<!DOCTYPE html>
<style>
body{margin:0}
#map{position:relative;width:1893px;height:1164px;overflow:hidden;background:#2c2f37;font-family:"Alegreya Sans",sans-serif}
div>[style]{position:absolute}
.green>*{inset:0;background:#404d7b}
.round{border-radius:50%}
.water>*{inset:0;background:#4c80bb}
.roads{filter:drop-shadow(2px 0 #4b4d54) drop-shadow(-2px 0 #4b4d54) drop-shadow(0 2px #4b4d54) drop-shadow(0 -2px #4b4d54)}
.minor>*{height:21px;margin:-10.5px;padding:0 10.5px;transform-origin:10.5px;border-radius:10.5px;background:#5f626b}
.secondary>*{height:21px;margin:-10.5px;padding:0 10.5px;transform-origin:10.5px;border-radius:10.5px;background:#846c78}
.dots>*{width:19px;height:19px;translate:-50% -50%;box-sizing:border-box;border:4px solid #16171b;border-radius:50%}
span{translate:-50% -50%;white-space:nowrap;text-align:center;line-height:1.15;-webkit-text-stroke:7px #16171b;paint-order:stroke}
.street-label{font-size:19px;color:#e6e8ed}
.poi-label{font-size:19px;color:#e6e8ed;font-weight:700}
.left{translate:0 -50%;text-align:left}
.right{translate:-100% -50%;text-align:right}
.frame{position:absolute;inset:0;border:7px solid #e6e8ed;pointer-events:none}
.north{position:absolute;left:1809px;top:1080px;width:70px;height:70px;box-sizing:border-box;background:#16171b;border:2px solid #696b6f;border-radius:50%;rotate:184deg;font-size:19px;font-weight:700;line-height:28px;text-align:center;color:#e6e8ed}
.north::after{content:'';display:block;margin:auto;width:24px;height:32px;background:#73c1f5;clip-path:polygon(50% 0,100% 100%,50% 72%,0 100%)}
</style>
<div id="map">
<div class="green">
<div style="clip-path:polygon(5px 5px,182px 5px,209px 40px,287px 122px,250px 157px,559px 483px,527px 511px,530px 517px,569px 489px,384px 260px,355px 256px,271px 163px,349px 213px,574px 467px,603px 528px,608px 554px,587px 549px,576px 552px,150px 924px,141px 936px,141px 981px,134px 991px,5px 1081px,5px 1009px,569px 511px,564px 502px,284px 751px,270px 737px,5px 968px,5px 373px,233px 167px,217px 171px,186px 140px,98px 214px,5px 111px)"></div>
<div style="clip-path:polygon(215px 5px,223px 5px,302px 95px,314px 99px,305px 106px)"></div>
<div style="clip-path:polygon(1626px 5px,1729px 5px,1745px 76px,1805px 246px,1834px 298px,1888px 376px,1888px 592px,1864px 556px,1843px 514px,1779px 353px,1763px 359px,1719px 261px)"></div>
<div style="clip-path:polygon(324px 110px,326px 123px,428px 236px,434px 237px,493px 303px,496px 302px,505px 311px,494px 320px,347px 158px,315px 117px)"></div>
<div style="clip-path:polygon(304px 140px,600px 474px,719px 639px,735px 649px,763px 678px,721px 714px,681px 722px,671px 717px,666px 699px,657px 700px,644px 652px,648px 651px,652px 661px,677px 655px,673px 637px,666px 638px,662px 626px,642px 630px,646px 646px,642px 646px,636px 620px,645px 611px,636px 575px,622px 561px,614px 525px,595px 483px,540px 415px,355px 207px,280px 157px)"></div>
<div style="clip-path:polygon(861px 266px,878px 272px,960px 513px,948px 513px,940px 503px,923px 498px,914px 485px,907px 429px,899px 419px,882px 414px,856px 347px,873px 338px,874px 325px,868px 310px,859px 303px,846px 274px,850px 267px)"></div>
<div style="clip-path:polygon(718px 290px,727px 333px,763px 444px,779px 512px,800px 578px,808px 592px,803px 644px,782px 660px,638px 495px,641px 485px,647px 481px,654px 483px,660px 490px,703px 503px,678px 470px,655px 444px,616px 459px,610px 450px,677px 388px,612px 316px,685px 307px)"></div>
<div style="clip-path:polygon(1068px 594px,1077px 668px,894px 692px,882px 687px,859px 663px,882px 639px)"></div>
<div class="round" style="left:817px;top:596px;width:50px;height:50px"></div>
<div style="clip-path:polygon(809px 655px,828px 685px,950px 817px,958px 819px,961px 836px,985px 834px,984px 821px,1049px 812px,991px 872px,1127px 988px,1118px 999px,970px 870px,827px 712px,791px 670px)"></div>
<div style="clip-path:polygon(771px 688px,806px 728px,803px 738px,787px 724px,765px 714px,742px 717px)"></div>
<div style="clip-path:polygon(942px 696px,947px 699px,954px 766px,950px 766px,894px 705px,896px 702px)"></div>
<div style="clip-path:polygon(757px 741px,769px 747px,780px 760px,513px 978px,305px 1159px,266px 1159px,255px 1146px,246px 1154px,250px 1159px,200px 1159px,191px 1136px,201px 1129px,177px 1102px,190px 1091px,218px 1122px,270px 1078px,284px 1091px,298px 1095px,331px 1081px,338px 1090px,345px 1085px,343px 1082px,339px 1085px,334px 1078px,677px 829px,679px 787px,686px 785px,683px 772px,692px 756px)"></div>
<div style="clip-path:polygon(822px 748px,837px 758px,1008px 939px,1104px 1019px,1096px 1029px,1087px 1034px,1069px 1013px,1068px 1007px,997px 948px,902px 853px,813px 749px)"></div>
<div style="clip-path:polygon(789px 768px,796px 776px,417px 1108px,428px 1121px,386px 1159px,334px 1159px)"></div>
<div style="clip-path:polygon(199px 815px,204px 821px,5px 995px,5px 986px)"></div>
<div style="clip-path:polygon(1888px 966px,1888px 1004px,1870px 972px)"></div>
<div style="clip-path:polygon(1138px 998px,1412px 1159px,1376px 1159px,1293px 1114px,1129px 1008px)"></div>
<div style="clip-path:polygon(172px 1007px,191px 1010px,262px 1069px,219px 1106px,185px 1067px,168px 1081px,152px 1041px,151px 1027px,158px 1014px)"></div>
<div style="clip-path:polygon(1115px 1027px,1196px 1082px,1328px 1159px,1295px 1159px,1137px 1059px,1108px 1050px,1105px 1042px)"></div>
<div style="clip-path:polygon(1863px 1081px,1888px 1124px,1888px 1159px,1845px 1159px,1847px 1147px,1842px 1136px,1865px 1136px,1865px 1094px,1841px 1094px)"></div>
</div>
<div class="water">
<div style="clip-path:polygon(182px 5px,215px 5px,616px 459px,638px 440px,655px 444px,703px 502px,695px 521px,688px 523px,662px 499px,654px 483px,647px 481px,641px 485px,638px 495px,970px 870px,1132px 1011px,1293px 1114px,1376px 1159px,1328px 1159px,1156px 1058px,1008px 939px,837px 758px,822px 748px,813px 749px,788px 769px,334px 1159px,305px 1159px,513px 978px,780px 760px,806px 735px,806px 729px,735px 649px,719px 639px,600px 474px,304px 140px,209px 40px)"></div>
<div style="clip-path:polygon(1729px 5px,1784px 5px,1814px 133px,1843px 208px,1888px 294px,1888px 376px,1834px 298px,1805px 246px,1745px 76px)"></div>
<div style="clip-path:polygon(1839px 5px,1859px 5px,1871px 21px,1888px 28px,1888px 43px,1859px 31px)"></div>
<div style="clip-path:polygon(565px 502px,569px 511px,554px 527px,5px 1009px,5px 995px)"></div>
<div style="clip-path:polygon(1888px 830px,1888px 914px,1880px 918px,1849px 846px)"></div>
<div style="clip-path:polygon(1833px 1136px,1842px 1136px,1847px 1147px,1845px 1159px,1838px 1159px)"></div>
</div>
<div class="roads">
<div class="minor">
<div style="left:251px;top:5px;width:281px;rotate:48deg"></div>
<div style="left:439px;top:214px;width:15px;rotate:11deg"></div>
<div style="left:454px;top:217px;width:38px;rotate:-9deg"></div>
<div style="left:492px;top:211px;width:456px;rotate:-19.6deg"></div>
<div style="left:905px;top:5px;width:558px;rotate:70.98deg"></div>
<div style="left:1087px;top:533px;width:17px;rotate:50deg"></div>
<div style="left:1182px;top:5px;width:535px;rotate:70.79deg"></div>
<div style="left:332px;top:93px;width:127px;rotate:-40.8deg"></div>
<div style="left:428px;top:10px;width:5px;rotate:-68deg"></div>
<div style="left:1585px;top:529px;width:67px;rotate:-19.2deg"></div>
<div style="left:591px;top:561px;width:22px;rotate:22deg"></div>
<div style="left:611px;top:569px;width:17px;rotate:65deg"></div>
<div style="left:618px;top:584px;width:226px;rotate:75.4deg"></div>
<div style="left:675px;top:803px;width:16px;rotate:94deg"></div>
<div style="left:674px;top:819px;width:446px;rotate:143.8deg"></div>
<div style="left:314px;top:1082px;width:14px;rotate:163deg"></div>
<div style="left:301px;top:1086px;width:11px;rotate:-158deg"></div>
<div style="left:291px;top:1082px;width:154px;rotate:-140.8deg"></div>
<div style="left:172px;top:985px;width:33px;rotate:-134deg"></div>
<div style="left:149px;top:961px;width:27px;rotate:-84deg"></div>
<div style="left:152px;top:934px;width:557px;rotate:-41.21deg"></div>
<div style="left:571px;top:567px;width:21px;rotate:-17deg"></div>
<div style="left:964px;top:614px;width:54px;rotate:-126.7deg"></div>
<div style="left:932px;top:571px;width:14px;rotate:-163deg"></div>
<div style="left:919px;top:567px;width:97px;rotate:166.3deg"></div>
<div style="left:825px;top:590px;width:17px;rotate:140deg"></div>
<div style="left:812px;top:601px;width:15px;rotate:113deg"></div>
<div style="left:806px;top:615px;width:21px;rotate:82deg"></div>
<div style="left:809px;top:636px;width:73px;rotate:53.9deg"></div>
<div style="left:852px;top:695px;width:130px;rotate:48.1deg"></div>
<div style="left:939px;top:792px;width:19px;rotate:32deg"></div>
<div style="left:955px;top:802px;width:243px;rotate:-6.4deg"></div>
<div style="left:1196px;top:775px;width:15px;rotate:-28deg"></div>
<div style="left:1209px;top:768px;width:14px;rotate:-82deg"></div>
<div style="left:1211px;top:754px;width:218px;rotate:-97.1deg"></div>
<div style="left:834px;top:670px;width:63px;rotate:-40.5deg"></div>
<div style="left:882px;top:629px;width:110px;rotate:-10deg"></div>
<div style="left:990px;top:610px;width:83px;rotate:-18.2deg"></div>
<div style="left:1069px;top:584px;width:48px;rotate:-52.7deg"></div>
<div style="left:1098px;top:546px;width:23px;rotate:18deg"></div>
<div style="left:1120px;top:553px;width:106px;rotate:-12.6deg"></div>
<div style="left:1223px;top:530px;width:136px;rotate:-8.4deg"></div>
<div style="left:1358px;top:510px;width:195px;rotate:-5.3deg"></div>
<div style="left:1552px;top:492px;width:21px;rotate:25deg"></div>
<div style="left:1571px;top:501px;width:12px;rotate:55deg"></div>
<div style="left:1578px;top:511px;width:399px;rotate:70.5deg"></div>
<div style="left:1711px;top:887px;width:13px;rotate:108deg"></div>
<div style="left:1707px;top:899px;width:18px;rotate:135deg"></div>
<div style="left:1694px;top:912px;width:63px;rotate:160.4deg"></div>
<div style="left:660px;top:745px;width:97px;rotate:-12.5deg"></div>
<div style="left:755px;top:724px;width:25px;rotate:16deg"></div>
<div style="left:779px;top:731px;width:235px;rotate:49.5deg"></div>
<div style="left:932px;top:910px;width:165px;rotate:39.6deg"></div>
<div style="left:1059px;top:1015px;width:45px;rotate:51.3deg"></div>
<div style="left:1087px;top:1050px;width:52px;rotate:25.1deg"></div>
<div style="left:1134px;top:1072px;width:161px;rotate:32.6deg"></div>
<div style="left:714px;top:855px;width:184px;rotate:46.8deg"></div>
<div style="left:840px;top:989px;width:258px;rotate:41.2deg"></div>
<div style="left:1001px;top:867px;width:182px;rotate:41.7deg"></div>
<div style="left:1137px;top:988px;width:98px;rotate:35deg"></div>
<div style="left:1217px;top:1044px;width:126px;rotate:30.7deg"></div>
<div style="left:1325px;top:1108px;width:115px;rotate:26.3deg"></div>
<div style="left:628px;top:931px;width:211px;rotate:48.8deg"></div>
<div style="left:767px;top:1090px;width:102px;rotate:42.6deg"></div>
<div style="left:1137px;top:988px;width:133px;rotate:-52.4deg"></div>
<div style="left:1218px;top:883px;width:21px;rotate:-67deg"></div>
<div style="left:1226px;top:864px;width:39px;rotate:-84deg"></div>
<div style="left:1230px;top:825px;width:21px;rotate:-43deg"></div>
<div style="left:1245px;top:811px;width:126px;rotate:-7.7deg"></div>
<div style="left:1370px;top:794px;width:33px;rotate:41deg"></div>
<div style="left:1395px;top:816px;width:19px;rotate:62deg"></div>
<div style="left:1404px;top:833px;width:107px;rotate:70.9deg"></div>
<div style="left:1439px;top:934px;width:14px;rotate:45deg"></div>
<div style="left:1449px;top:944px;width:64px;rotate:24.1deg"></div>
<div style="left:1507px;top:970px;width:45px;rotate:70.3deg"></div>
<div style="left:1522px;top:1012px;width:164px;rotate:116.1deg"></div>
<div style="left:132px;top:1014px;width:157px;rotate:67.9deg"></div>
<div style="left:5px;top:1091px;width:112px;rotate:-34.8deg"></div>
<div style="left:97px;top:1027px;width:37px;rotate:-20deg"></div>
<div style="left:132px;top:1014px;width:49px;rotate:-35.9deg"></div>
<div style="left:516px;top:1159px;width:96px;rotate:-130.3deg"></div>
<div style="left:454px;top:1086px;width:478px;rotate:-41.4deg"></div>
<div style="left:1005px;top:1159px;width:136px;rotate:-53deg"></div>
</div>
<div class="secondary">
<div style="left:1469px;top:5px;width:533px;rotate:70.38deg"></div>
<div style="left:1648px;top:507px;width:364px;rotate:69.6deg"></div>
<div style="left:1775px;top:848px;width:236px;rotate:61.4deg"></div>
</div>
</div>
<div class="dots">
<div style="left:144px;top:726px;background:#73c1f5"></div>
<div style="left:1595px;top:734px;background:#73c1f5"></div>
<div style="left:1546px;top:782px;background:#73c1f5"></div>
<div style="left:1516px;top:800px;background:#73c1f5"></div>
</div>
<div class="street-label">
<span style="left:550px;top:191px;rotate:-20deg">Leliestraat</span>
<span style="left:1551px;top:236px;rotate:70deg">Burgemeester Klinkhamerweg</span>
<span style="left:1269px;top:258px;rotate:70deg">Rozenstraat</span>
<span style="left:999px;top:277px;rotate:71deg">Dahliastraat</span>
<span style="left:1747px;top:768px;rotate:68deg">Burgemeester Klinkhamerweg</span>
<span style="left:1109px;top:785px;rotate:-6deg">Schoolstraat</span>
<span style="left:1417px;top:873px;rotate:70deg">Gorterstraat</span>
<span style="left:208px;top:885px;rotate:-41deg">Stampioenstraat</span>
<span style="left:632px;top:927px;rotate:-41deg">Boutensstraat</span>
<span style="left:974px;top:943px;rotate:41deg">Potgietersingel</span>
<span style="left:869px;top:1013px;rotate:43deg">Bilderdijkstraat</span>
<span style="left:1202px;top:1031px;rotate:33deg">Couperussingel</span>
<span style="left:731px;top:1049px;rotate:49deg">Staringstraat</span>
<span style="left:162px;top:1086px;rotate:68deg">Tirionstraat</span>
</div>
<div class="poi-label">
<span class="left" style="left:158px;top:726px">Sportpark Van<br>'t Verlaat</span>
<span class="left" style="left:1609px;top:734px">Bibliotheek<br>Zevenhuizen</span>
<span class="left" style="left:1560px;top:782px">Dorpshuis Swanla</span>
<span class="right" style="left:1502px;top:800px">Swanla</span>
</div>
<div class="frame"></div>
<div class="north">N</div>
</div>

——————

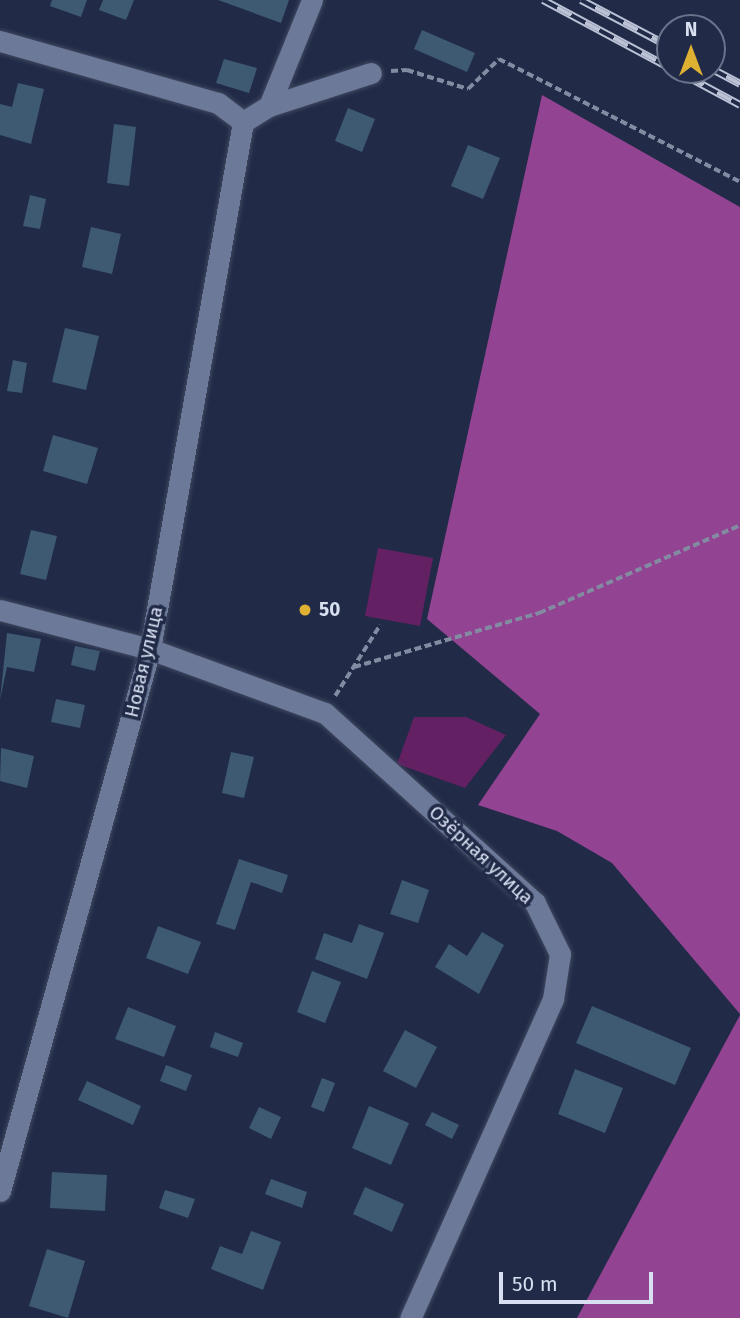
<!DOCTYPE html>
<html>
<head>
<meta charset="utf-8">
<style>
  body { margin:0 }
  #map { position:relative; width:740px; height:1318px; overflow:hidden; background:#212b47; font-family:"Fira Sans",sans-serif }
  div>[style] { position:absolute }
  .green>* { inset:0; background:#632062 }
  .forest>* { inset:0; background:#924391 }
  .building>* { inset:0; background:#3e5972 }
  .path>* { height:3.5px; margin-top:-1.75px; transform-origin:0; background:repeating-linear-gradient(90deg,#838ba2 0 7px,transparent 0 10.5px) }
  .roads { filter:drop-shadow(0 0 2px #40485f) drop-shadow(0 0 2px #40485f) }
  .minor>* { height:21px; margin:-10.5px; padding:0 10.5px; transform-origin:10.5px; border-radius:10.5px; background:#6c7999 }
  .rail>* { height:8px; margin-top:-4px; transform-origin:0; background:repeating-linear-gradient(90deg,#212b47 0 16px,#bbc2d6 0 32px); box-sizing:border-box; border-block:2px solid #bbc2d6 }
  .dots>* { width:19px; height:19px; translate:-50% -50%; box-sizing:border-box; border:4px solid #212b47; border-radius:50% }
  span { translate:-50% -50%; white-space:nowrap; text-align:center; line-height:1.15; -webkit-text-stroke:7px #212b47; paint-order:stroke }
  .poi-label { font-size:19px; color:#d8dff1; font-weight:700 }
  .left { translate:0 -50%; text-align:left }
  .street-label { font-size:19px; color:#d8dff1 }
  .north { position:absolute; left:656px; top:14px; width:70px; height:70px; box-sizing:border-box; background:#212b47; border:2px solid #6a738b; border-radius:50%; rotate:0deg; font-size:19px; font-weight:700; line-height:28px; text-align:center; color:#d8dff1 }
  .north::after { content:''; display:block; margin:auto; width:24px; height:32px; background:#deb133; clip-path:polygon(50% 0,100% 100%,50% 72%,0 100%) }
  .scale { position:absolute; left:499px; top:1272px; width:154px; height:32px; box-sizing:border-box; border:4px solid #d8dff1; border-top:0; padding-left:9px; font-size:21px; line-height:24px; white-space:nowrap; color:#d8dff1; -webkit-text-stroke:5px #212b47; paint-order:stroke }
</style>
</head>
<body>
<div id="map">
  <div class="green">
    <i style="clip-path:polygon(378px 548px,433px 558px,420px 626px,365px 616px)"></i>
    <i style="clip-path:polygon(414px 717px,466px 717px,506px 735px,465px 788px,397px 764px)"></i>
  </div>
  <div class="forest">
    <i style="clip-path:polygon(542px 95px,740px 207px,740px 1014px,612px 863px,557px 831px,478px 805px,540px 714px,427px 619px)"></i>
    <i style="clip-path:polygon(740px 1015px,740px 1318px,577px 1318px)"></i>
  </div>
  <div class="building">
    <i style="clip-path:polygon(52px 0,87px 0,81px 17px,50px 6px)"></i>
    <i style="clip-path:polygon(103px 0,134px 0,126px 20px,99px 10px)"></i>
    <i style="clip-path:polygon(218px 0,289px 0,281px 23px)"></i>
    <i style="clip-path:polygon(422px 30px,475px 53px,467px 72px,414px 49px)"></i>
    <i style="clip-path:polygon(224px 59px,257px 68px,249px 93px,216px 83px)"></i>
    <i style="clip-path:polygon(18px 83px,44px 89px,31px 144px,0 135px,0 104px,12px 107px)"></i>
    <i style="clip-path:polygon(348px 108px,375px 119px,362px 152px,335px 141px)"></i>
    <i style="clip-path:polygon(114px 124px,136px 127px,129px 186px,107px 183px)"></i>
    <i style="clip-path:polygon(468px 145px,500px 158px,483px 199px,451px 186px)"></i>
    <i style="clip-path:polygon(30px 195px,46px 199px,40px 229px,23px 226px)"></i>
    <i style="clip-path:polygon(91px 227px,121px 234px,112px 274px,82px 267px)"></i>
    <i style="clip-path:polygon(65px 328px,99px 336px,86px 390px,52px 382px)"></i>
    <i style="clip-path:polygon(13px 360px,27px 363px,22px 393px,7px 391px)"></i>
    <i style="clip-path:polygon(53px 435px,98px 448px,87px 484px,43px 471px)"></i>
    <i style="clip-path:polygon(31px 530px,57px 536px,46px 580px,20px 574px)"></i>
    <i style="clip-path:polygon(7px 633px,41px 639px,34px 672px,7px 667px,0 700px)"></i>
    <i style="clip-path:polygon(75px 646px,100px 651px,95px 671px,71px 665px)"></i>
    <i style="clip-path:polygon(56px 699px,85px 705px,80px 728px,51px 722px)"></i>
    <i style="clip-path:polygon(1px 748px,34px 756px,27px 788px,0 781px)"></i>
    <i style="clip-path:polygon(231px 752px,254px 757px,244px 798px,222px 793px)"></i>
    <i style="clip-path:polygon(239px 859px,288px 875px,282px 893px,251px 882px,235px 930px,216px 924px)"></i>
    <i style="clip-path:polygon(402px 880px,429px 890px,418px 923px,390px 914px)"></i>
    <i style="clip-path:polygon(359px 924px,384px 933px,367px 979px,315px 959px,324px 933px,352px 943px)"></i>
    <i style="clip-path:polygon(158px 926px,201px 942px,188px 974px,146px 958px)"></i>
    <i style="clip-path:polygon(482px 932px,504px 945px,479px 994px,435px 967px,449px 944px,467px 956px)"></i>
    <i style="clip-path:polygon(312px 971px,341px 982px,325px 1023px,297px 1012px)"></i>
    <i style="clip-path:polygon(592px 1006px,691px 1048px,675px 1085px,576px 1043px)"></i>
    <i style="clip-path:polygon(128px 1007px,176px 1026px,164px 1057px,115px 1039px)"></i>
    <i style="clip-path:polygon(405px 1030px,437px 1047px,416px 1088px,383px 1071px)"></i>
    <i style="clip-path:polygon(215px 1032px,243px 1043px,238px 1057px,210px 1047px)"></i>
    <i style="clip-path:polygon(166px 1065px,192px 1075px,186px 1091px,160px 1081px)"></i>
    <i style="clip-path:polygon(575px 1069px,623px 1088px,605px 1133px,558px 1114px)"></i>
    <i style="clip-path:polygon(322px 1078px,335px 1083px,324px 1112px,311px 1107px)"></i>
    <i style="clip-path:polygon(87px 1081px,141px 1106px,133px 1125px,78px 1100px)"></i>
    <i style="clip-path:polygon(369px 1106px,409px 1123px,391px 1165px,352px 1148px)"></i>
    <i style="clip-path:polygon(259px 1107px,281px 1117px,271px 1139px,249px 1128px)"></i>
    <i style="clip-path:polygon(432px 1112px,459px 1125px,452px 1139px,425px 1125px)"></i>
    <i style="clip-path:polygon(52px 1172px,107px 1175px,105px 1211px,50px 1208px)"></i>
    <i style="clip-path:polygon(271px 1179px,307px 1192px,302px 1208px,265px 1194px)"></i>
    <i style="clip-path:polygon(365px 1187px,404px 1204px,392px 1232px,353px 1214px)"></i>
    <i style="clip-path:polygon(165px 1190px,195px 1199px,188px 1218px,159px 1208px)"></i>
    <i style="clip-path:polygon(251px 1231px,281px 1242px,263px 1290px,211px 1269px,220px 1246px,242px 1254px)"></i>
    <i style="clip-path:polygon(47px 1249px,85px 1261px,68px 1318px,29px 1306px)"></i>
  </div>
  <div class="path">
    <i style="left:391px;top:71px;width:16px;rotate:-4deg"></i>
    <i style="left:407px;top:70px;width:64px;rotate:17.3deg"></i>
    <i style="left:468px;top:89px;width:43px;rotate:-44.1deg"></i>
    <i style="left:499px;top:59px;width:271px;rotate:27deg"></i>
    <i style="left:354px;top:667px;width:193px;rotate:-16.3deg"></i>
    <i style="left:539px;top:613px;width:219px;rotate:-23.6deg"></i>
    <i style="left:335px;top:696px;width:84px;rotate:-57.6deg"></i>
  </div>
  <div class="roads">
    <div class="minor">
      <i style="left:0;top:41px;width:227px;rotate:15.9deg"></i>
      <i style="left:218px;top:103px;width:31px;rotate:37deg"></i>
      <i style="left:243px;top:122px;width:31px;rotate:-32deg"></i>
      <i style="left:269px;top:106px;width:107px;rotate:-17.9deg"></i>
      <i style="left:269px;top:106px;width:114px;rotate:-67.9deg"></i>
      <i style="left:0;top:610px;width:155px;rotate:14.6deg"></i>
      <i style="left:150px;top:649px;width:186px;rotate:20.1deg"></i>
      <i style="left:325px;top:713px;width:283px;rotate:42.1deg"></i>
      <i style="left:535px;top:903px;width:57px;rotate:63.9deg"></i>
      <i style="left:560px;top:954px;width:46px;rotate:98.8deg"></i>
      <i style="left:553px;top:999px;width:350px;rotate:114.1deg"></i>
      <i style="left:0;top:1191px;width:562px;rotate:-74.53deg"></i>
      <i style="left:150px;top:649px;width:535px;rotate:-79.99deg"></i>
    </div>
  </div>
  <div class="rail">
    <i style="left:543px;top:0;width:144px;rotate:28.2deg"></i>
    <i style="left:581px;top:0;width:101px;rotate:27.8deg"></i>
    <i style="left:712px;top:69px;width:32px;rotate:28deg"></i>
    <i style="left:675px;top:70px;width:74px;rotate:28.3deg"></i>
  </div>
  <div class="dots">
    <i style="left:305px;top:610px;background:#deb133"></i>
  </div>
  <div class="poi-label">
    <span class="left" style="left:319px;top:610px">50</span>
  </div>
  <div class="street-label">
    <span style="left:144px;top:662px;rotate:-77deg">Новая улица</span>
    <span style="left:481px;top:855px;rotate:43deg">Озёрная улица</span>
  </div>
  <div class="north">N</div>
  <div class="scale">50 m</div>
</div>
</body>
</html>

——————

EXERCISE OBJECTIVE
Using the data above, reproduce exactly the lines between those holding "translate:-50% -50%; white-space:nowrap;" and "font-size:19px; color:#d8dff1; font-weight:700", inclusive, and no others.

EXERCISE RESPONSE
  span { translate:-50% -50%; white-space:nowrap; text-align:center; line-height:1.15; -webkit-text-stroke:7px #212b47; paint-order:stroke }
  .poi-label { font-size:19px; color:#d8dff1; font-weight:700 }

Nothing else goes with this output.